▶ **DIRECTIONS**: For each entry, return the text exactly and omit any image.

*** RECORDS TO USE Section Begins ***

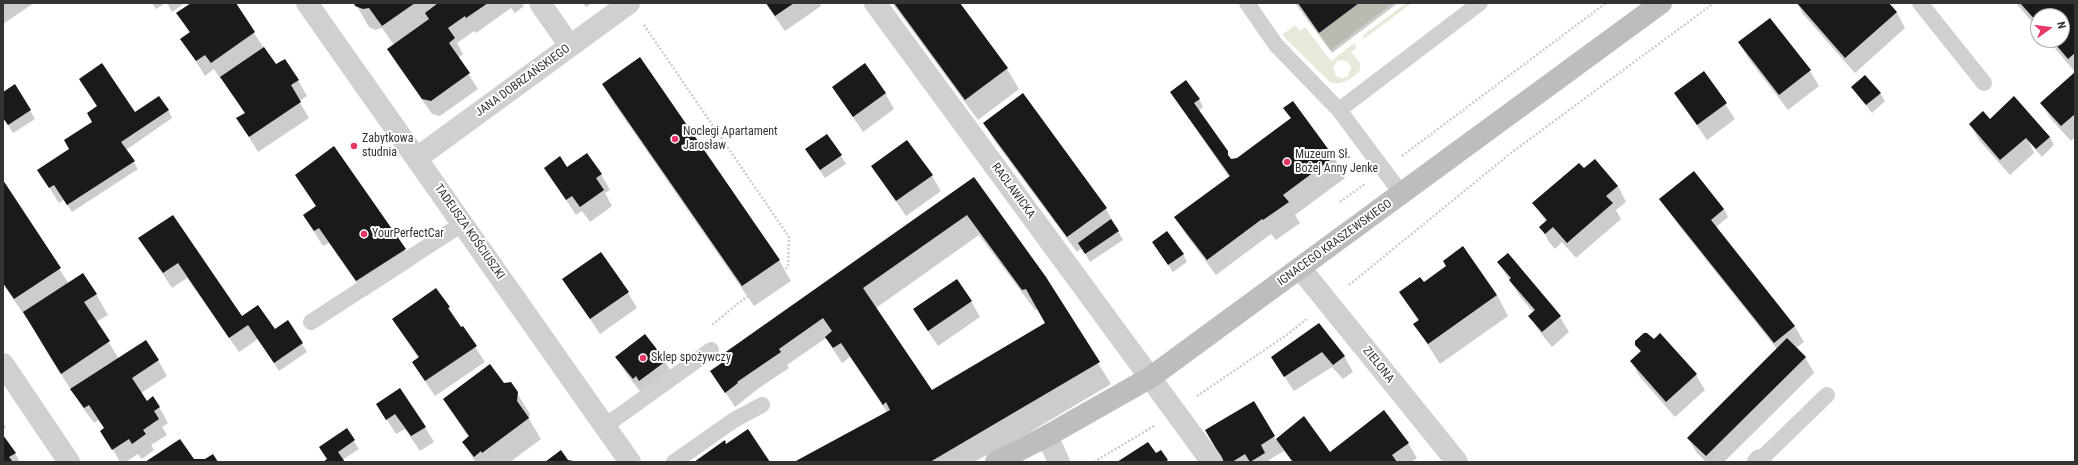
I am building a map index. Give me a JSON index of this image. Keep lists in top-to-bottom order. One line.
{"streets":{"street":["JANA DOBRZAŃSKIEGO","RACŁAWICKA","TADEUSZA KOŚCIUSZKI","IGNACEGO KRASZEWSKIEGO","ZIELONA"]},"crossings":[["JANA DOBRZAŃSKIEGO","TADEUSZA KOŚCIUSZKI"],["RACŁAWICKA","IGNACEGO KRASZEWSKIEGO"],["IGNACEGO KRASZEWSKIEGO","ZIELONA"]],"places":["Noclegi Apartament Jarosław","Zabytkowa studnia","Muzeum Sł. Bożej Anny Jenke","YourPerfectCar","Sklep spożywczy"],"north":"right"}
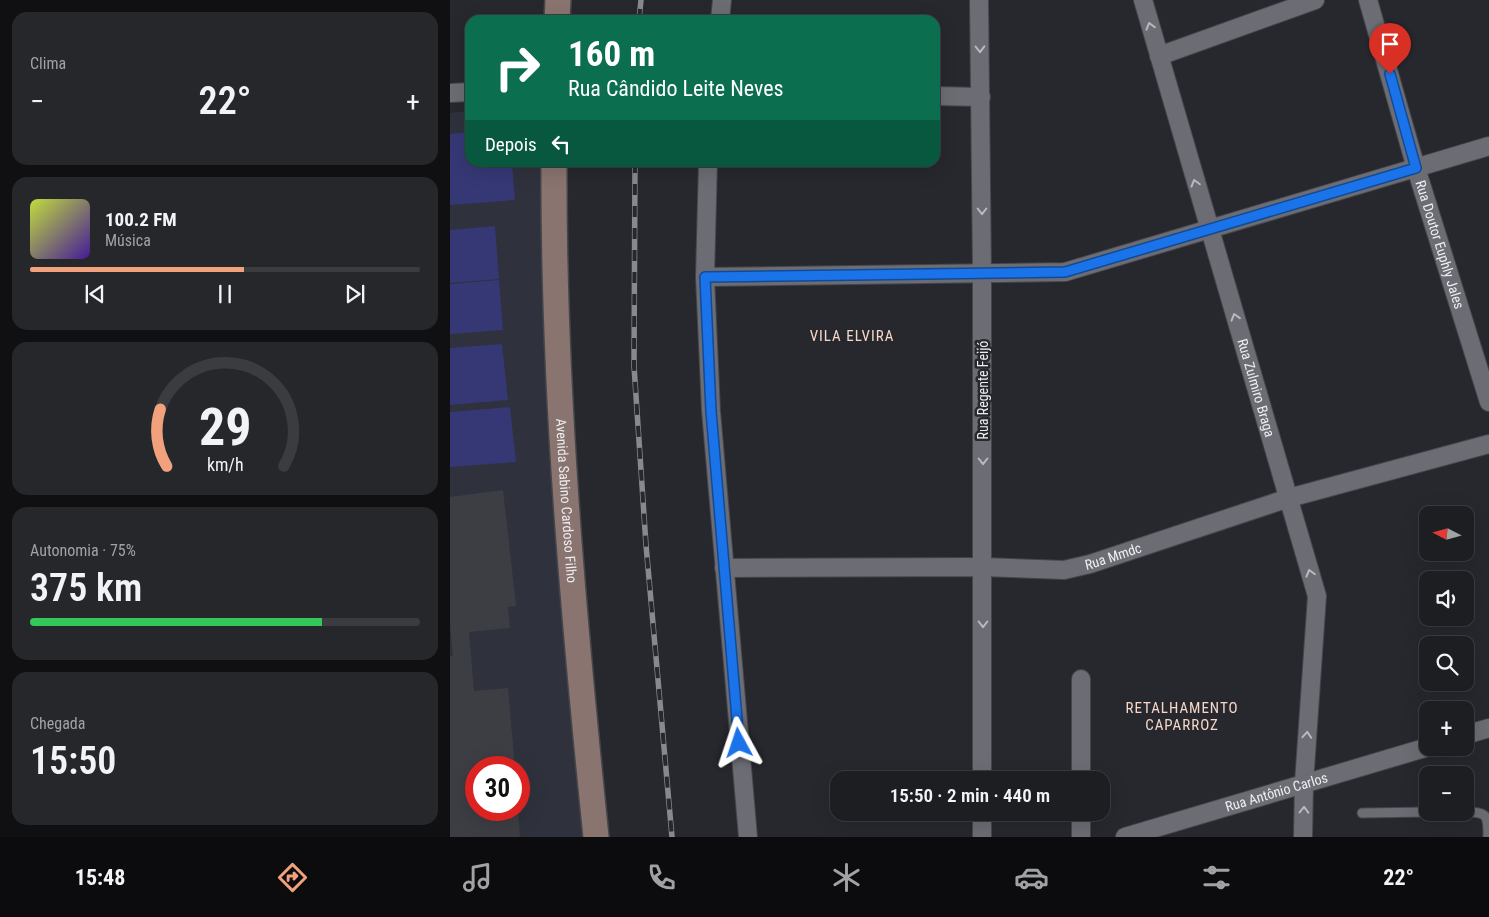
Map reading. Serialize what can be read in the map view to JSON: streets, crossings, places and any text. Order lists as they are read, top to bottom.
{
  "streets": {
    "main road": ["Avenida Sabino Cardoso Filho"],
    "street": [
      "Rua Doutor Euphly Jales",
      "Rua Zulmiro Braga",
      "Rua Regente Feijó",
      "Rua Mmdc",
      "Rua Antônio Carlos"
    ]
  },
  "crossings": [
    ["Rua Zulmiro Braga", "Rua Mmdc"],
    ["Rua Zulmiro Braga", "Rua Antônio Carlos"],
    ["Rua Regente Feijó", "Rua Mmdc"]
  ],
  "one_way": ["Rua Zulmiro Braga", "Rua Regente Feijó"],
  "districts": ["VILA ELVIRA", "RETALHAMENTO CAPARROZ"],
  "north": "left",
  "page": {
    "tile": [
      "Clima",
      ["Autonomia · 75%", "375 km"],
      ["Chegada", "15:50"]
    ],
    "turn": ["160 m", "Rua Cândido Leite Neves"],
    "heat": ["−", "22°", "+"],
    "then": "Depois",
    "song": ["100.2 FM", "Música"],
    "map_buttons": ["+", "−"],
    "limit": "30",
    "trip": "15:50 · 2 min · 440 m",
    "tabs": ["15:48", "22°"],
    "gauge": ["29", "km/h"]
  }
}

*** RECORDS TO USE Section Ends ***

▶ **OUTPUT OF THE EXERCISE**:
I am building a map index. Give me a JSON index of this image. Keep lists in top-to-bottom order. One line.
{"streets":{"street":["JANA DOBRZAŃSKIEGO","RACŁAWICKA","TADEUSZA KOŚCIUSZKI","IGNACEGO KRASZEWSKIEGO","ZIELONA"]},"crossings":[["JANA DOBRZAŃSKIEGO","TADEUSZA KOŚCIUSZKI"],["RACŁAWICKA","IGNACEGO KRASZEWSKIEGO"],["IGNACEGO KRASZEWSKIEGO","ZIELONA"]],"places":["Noclegi Apartament Jarosław","Zabytkowa studnia","Muzeum Sł. Bożej Anny Jenke","YourPerfectCar","Sklep spożywczy"],"north":"right"}
Map reading. Serialize what can be read in the map view to JSON: streets, crossings, places and any text. Order lists as they are read, top to bottom.
{
  "streets": {
    "main road": ["Avenida Sabino Cardoso Filho"],
    "street": [
      "Rua Doutor Euphly Jales",
      "Rua Zulmiro Braga",
      "Rua Regente Feijó",
      "Rua Mmdc",
      "Rua Antônio Carlos"
    ]
  },
  "crossings": [
    ["Rua Zulmiro Braga", "Rua Mmdc"],
    ["Rua Zulmiro Braga", "Rua Antônio Carlos"],
    ["Rua Regente Feijó", "Rua Mmdc"]
  ],
  "one_way": ["Rua Zulmiro Braga", "Rua Regente Feijó"],
  "districts": ["VILA ELVIRA", "RETALHAMENTO CAPARROZ"],
  "north": "left",
  "page": {
    "tile": [
      "Clima",
      ["Autonomia · 75%", "375 km"],
      ["Chegada", "15:50"]
    ],
    "turn": ["160 m", "Rua Cândido Leite Neves"],
    "heat": ["−", "22°", "+"],
    "then": "Depois",
    "song": ["100.2 FM", "Música"],
    "map_buttons": ["+", "−"],
    "limit": "30",
    "trip": "15:50 · 2 min · 440 m",
    "tabs": ["15:48", "22°"],
    "gauge": ["29", "km/h"]
  }
}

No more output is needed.